Le défi que représente la revalorisation d’une marque emblématique en temps de pandémie n’a pas empêché Stéphane Lefebvre d’entreprendre un tout autre projet : donner des cours de piano à l’aîné de ses enfants. Sur un instrument d’époque, rien de moins! Un souvenir de famille dont il refuse de se départir. « À l’atelier, on m’a dit que je pourrais trouver un meilleur piano, plus récent, pour bien moins cher que la réparation. Mais je n’ai pas pu me résoudre à abandonner cet instrument. » Quel est le rêve musical que caresse Stéphane Lefebvre? Interpréter avec brio Fantaisie en do majeur, un morceau de Schumann reconnu pour sa difficulté. Ce projet restera probablement en suspens jusqu’à la retraite, puisque, pour le moment, le pianiste s’emploie à sauver un fleuron québécois et à bâtir une nouvelle tradition.

« Quel message, quelles émotions voulons-nous transmettre? Pour ma part, je veux que le Cirque du Soleil émerveille le public. »

Adopter une perspective globale, voilà l’essentiel pour réaliser sa mission, nous apprend Stéphane Lefebvre. C’est là qu’interviennent ses compétences de CPA et sa vaste expérience des finances. Si sa maîtrise des chiffres contribue à assurer la pérennité d’une entreprise célèbre pour sa créativité, le côté artistique n’est pas en reste. « J’ai le privilège d’assister à certaines réunions des créateurs, et je suis payé pour le faire. La direction artistique est un sujet qui me fascine », confie-t-il.

Son prédécesseur n’en est pas surpris. « Le succès du Cirque repose sur la qualité des spectacles, qui doit rester au cœur des préoccupations du dirigeant, invité à faire montre d’une sensibilité artistique, explique Daniel Lamarre. Stéphane valorise la créativité. Les producteurs et les artistes le ressentent. Ils voient en lui non pas le chef des finances d’hier mais un allié qui appuie leur quête de nouveauté. C’est de bon augure pour l’avenir. »
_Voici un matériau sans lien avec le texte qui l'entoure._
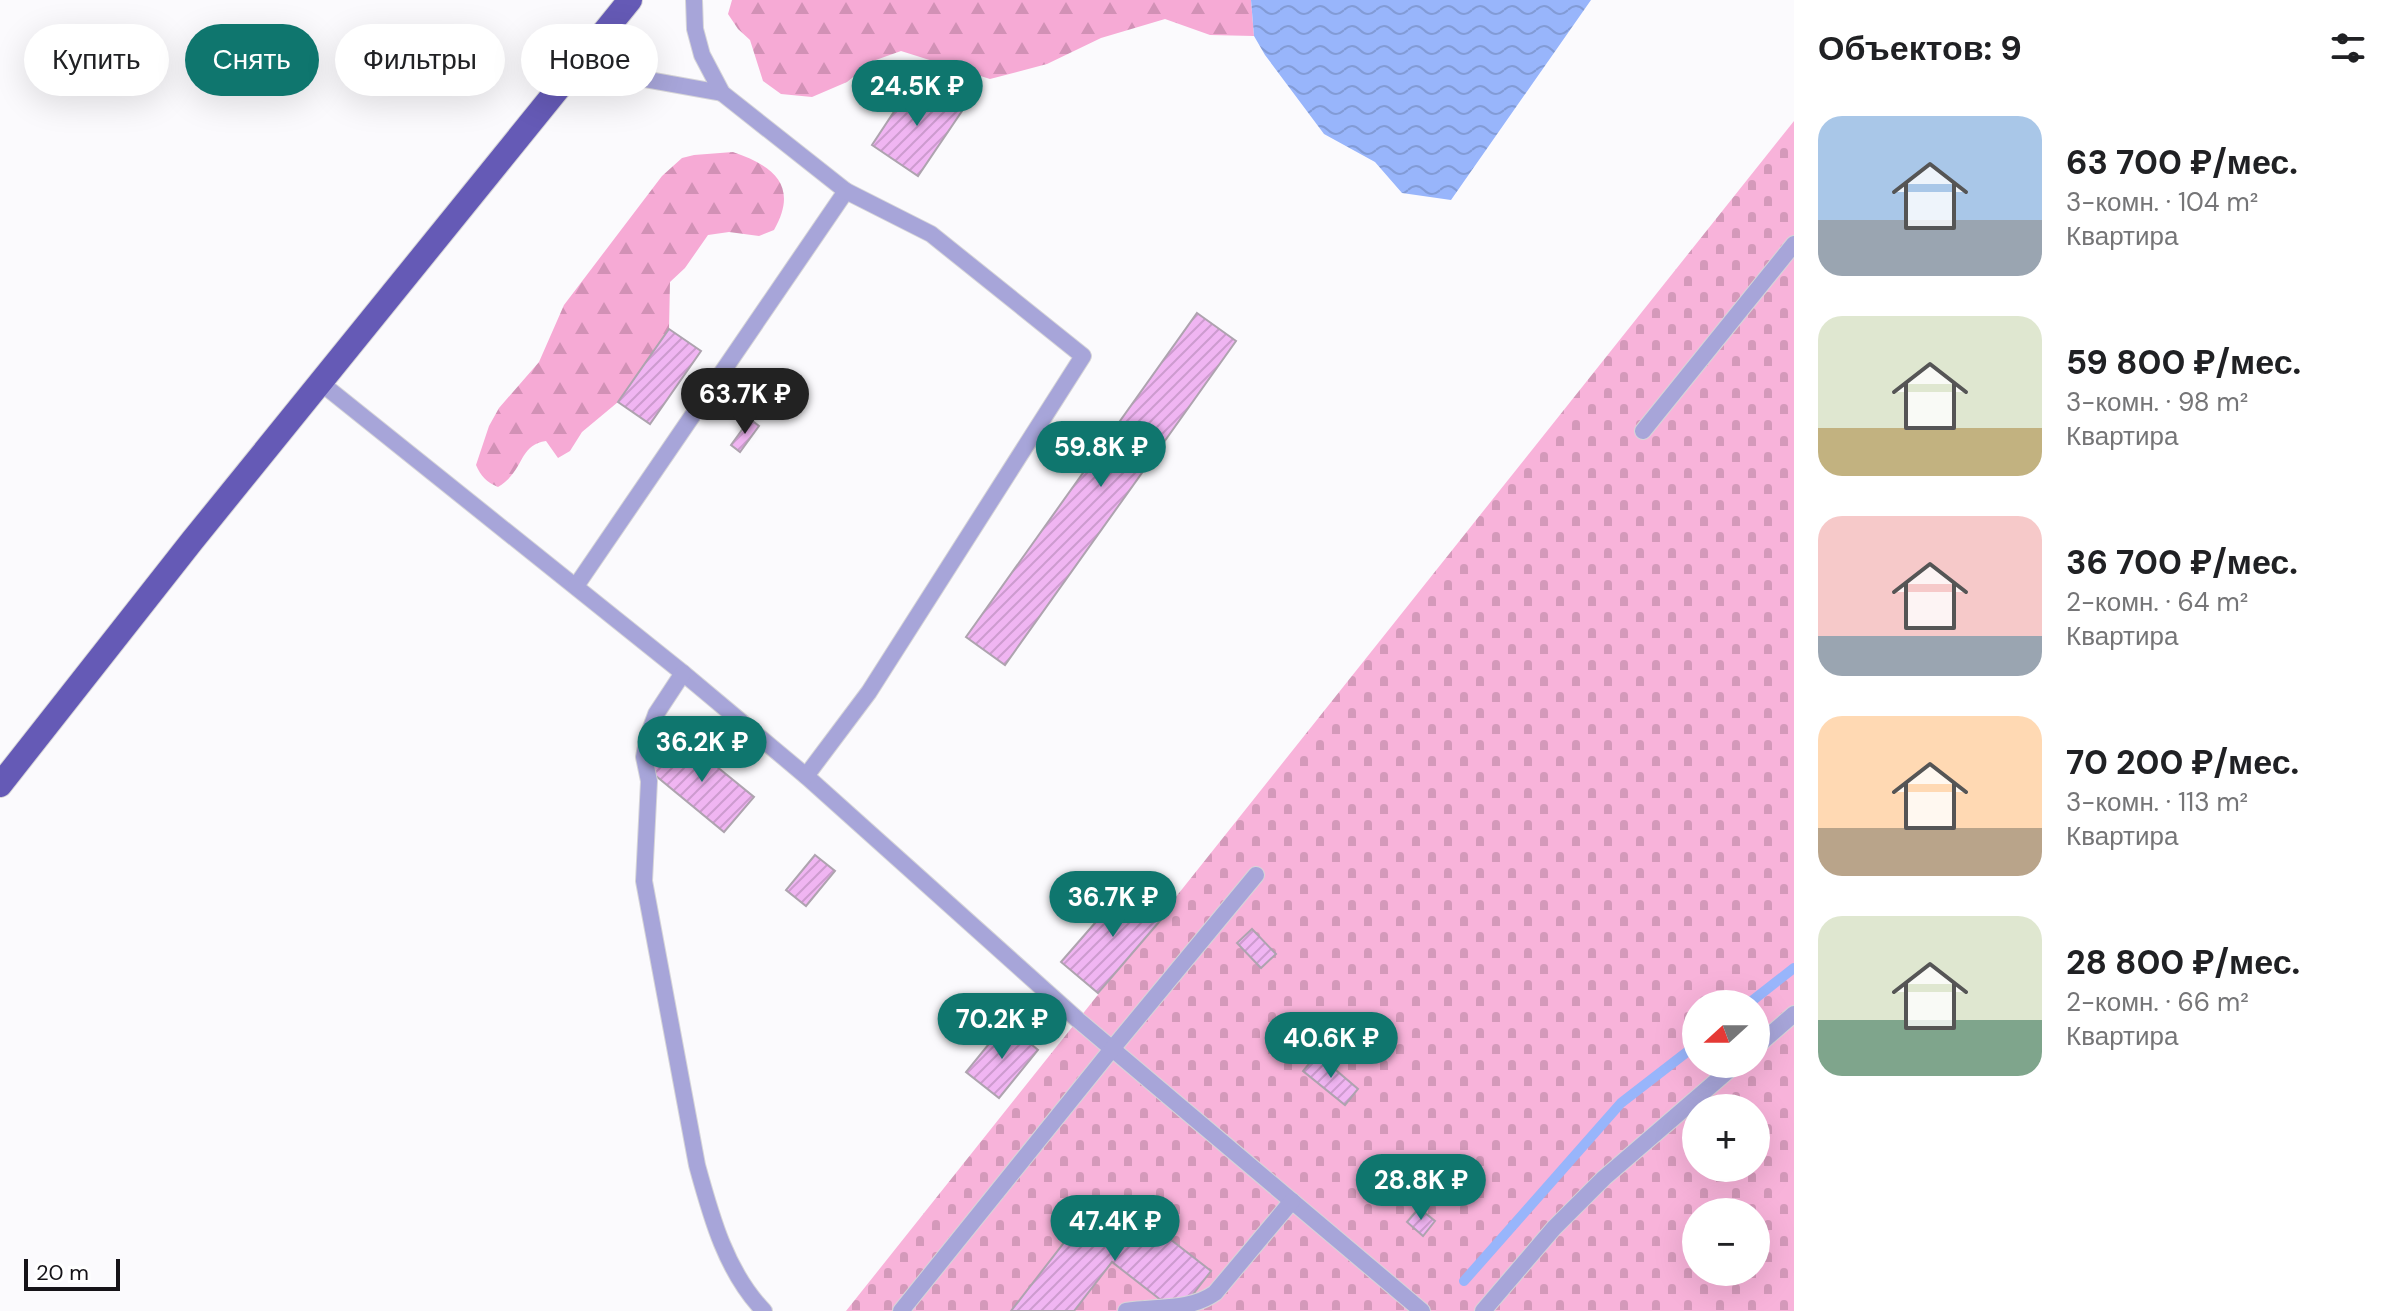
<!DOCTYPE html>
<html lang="ru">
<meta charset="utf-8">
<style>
:root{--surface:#fff;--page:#f6f6f6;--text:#202124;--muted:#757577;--accent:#0f766e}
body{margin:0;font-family:"DM Sans",sans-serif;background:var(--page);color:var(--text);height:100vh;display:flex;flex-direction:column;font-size:30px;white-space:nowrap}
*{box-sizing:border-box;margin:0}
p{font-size:26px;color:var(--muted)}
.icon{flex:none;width:44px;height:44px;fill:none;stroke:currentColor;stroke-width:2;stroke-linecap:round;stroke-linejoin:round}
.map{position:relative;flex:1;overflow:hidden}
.side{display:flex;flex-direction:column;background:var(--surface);width:600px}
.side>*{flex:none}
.guide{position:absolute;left:24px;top:24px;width:760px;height:72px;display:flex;gap:16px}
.needle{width:52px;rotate:249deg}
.tools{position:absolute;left:1682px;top:990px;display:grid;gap:16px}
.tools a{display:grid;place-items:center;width:88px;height:88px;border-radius:50%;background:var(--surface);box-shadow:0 8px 32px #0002;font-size:40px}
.scale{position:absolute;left:24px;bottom:20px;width:96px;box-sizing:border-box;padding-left:8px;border:4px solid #151318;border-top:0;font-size:22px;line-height:28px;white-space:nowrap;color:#151318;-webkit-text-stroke:6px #fff;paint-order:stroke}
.price{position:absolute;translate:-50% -68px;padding:0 18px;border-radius:28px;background:var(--accent);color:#fff;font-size:26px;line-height:52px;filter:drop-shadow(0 2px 4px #0008)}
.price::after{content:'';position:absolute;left:50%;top:48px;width:24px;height:18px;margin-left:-12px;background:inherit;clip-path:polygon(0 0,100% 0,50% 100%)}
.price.selected{background:#222;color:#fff}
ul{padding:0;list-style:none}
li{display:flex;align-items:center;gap:24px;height:200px;padding:0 24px}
li span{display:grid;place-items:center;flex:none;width:224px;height:160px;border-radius:24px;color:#555}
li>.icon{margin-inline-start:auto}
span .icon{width:96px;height:96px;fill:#fffc;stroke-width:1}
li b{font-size:34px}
h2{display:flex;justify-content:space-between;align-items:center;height:96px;padding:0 24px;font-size:34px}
.pill{padding:0 28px;border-radius:36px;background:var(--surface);box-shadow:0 8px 32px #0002;font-size:28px;line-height:72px}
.pill.selected{background:var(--accent);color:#fff}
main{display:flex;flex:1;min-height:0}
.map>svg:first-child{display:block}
</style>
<main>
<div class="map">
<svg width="1794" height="1311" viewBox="0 0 1794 1311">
<defs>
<pattern id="forest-firs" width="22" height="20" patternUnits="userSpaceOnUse" patternTransform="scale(2)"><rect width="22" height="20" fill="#f6aad5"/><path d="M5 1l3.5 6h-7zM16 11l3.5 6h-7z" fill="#d291b6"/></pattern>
<pattern id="cemetery-stones" width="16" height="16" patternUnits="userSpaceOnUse" patternTransform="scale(2)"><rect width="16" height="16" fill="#f8b3da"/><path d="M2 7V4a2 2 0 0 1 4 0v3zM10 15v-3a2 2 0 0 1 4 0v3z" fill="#d499ba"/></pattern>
<pattern id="water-waves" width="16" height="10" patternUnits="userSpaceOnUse" patternTransform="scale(2)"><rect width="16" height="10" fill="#98b5fb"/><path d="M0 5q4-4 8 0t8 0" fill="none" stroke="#829bd6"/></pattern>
<pattern id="building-hatch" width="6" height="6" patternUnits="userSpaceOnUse" patternTransform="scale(2)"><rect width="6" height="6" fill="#f0b5f2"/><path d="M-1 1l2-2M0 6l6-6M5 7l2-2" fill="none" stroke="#cd9bcf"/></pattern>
</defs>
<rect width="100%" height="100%" fill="#fbfafd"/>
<g fill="url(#forest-firs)">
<path d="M732,0H1251L1254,36L1210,35L1165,19L1101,38L1047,64L990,79L901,51L873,61L847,82L812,97L781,94L763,81L750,40L738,29L728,14Z"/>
<path d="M733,152C774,166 799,186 774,230L759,236L729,232L708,235L685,268L670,282L669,329L618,402L582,432L570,451L558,458L546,441C518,445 525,471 498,487C486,482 481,476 476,465L489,426L499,408L539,362L564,305L662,176L682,158L694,155Z"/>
</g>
<path fill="url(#cemetery-stones)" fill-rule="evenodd" d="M1794,121V1311H846ZM1696,1004H1756V1064H1696ZM1696,1108H1756V1168H1696ZM1696,1212H1756V1272H1696Z"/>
<path fill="url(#water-waves)" d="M1251,0H1591L1451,200L1402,193L1375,162L1324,134L1265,55L1254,36Z"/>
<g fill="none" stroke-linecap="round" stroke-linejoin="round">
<g stroke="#98b5fb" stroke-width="10">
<path d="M1748,1004L1794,968"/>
<path d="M1464,1281L1621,1103L1696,1045"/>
</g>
</g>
<g fill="url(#building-hatch)" stroke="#aea3af" stroke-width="2">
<path d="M915,80L962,111L918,176L872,145Z"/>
<path d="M1197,313L1236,341L1005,665L966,637Z"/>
<path d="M669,329L701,351L650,424L618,402Z"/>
<path d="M750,419L759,426L740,452L731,445Z"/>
<path d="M678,735L754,797L724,832L650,771Z"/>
<path d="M815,855L835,871L806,906L786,890Z"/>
<path d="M1129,884L1165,915L1098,993L1061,962Z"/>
<path d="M1252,929L1276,954L1261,968L1237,943Z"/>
<path d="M1006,1023L1038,1050L999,1098L966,1072Z"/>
<path d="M1317,1054L1358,1089L1345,1105L1303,1071Z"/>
<path d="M1116,1197L1211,1271L1180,1311H1175L1112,1262L1074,1311H1011L1087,1213L1098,1221Z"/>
<path d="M1419,1208L1435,1221L1423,1236L1407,1222Z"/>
</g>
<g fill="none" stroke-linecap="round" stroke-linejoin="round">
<defs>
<g id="service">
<path d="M577,67L722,93"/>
<path d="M321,383L683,673L806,776L1078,1020L1422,1311"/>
<path d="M1643,431L1794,244"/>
<path d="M576,586L846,191L722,93L702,55L695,29L694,0"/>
<path d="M683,673L656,714L648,736L644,757L649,781L644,881L697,1165C711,1216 726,1272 764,1311"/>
<path d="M806,776L869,692L1083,356L931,234L846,191"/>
<path d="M1756,1047L1794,1014"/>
<path d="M901,1311L1112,1049L1256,875"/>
<path d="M1126,1311C1158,1306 1189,1311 1215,1293L1292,1201"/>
<path d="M1483,1311L1554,1228L1604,1178L1736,1064"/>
</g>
<path id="primary" d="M0,785L192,541L630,0"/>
</defs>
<use href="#service" stroke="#d6d5d8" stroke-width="18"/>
<use href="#primary" stroke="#d6d5d8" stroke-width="26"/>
<use href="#service" stroke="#a7a5d9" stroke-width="16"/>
<use href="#primary" stroke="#655ab6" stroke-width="24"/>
</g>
</svg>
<div class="tools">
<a><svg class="needle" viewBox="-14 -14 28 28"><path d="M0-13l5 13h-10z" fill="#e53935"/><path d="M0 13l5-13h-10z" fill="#757577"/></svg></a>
<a>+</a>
<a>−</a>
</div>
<div class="scale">20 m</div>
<b class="price" style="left:917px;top:128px">24.5K ₽</b>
<b class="price selected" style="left:745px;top:436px">63.7K ₽</b>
<b class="price" style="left:1101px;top:489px">59.8K ₽</b>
<b class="price" style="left:702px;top:784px">36.2K ₽</b>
<b class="price" style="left:1113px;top:939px">36.7K ₽</b>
<b class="price" style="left:1002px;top:1061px">70.2K ₽</b>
<b class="price" style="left:1331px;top:1080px">40.6K ₽</b>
<b class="price" style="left:1421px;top:1222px">28.8K ₽</b>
<b class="price" style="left:1115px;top:1263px">47.4K ₽</b>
<div class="guide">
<a class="pill">Купить</a>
<a class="pill selected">Снять</a>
<a class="pill">Фильтры</a>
<a class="pill">Новое</a>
</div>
</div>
<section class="side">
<h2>Объектов: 9<svg class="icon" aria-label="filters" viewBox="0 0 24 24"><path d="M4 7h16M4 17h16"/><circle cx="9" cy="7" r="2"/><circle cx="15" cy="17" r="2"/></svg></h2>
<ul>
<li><span style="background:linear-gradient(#a9c7e8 65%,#9aa5b1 0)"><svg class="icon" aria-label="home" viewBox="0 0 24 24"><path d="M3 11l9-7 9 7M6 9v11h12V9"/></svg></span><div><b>63 700 ₽/мес.</b><p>3-комн. · 104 m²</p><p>Квартира</p></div></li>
<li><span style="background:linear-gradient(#dfe7d0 70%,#c2b280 0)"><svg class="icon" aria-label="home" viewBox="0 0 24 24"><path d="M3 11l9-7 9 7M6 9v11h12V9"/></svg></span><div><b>59 800 ₽/мес.</b><p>3-комн. · 98 m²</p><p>Квартира</p></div></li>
<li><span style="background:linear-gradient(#f6c9c9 75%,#9aa5b1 0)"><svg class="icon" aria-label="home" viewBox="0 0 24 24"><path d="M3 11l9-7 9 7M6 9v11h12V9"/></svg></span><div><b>36 700 ₽/мес.</b><p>2-комн. · 64 m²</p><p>Квартира</p></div></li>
<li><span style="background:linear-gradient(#ffd9b3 70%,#b9a48a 0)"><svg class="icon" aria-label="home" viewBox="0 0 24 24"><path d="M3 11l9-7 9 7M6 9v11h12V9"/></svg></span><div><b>70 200 ₽/мес.</b><p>3-комн. · 113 m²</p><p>Квартира</p></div></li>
<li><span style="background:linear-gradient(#dfe7d0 65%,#7fa58c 0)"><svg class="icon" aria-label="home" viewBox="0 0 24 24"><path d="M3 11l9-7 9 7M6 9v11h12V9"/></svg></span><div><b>28 800 ₽/мес.</b><p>2-комн. · 66 m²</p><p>Квартира</p></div></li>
</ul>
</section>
</main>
Naviguer entre fantaisie et rigueur a tout d’un exercice d’équilibriste. « Lorsqu’il m’a passé le flambeau, Daniel m’a dit : “À toi de jouer. S’il y a un pépin, tous les yeux seront tournés vers toi.” J’ai conscience de la portée de cette responsabilité et je l’embrasse pleinement », de conclure Stéphane Lefebvre.